■ **SUPPLIED MATERIAL**
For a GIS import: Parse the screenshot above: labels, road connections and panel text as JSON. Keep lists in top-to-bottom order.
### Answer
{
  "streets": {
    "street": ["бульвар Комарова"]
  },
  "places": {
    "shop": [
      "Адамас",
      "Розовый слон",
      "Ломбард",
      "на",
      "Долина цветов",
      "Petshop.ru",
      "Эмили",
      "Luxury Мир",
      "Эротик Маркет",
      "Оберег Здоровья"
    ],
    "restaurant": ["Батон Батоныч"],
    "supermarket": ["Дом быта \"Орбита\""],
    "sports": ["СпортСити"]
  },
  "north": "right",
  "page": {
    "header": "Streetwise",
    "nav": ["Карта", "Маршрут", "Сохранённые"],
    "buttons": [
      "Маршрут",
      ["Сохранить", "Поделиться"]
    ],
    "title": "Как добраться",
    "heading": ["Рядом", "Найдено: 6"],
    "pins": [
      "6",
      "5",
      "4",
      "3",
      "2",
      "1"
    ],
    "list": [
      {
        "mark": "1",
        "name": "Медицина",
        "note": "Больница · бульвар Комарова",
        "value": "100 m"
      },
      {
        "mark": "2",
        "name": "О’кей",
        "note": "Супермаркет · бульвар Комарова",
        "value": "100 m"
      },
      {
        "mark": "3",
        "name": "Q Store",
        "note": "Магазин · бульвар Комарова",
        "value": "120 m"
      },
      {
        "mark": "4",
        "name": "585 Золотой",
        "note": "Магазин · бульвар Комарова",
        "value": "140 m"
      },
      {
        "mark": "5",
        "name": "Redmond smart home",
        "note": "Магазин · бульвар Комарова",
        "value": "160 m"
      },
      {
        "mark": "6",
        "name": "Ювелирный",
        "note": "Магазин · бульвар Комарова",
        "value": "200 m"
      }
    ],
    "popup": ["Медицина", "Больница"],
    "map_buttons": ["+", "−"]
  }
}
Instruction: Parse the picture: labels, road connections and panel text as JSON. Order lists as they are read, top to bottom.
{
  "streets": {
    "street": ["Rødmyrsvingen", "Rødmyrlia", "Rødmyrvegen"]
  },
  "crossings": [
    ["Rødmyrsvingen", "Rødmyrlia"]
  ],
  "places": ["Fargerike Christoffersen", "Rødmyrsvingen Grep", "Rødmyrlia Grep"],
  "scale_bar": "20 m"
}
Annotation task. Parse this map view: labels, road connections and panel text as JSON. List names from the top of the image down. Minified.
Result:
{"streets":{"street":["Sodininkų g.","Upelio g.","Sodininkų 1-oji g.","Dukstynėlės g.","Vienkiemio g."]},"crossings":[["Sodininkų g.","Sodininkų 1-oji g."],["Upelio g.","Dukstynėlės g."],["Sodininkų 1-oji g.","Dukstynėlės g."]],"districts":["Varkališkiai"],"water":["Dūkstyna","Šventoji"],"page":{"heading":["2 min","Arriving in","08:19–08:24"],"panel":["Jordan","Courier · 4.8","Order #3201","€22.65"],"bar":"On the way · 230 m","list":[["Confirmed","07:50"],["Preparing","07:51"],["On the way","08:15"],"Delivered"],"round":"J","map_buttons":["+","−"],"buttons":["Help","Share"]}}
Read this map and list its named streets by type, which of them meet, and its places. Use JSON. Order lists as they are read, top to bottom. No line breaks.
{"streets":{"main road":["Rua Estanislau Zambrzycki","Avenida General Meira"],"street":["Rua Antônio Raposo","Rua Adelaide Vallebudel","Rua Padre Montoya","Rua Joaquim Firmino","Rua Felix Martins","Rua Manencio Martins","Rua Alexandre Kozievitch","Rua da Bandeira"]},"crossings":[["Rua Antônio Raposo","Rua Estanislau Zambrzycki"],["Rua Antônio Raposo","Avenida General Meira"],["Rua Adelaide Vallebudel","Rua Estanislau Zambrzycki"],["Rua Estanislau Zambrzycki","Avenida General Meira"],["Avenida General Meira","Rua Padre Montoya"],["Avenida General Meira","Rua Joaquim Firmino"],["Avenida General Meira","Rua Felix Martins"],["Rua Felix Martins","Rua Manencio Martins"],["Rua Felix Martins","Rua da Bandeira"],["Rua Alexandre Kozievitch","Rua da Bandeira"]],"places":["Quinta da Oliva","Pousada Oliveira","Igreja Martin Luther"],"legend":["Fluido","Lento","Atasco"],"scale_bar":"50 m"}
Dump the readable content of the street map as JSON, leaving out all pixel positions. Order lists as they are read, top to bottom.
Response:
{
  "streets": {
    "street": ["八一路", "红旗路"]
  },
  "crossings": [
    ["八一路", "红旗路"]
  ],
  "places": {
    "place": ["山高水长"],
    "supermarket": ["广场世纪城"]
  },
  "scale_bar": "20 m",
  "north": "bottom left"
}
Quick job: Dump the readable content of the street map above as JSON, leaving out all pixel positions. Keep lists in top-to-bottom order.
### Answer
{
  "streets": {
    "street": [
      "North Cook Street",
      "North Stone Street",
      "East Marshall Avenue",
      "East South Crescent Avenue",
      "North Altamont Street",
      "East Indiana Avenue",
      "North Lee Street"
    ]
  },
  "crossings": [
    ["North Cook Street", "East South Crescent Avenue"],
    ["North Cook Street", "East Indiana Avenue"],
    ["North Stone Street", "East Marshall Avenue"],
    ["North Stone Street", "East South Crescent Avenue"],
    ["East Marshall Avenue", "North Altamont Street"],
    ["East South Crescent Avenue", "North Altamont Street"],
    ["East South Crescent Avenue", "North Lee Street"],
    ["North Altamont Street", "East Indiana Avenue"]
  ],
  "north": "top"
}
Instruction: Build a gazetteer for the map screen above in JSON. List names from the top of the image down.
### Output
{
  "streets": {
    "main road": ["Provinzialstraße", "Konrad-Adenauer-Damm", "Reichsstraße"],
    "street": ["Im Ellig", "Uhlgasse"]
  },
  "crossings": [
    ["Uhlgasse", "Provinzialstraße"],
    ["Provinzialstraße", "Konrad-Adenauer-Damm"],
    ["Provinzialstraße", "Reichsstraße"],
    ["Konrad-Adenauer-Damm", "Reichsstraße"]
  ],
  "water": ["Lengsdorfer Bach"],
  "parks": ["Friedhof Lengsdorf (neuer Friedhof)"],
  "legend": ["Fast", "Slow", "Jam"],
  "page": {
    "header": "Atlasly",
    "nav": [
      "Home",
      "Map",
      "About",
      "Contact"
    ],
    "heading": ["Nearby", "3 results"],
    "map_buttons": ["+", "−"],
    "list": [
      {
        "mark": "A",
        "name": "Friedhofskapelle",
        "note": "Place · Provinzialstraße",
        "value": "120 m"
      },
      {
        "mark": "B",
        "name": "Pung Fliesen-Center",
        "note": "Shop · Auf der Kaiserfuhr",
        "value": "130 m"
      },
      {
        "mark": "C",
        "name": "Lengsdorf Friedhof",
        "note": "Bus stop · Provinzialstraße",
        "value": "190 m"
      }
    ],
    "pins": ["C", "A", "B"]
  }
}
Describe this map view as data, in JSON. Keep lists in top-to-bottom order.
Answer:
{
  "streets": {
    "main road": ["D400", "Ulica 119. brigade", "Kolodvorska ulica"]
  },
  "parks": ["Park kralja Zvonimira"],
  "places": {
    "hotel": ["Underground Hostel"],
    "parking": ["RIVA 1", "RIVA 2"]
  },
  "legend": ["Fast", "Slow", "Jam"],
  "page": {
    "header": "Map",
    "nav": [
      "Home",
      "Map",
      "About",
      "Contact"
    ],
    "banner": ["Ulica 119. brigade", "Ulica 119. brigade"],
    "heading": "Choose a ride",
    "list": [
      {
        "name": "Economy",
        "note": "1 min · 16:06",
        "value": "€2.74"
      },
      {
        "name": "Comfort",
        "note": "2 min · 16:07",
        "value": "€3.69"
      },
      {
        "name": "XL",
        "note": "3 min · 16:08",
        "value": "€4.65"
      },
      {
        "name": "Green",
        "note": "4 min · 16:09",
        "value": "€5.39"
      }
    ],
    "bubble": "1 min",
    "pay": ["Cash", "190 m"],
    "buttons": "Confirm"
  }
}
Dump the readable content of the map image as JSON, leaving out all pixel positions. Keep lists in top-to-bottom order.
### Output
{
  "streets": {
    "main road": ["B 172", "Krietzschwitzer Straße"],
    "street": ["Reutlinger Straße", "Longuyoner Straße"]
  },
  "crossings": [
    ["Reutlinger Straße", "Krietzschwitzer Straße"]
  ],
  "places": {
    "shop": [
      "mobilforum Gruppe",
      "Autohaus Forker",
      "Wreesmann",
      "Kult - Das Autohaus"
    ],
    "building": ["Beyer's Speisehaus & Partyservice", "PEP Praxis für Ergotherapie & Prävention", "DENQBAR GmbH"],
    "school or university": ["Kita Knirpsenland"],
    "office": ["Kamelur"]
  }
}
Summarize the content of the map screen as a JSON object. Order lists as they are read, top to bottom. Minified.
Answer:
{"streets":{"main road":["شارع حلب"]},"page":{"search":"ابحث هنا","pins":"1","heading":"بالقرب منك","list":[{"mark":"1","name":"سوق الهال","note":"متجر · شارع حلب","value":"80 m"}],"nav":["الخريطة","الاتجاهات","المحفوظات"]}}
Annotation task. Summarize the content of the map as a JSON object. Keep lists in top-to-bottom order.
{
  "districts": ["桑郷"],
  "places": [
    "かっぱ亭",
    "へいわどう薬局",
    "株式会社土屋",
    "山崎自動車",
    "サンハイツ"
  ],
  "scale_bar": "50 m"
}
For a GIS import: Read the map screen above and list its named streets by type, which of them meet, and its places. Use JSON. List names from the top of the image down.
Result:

■ **TRY IT**
Locate the word "import" in the records above, and return each line that has it.

■ **EXERCISE ANSWER**
For a GIS import: Parse the screenshot above: labels, road connections and panel text as JSON. Keep lists in top-to-bottom order.
For a GIS import: Read the map screen above and list its named streets by type, which of them meet, and its places. Use JSON. List names from the top of the image down.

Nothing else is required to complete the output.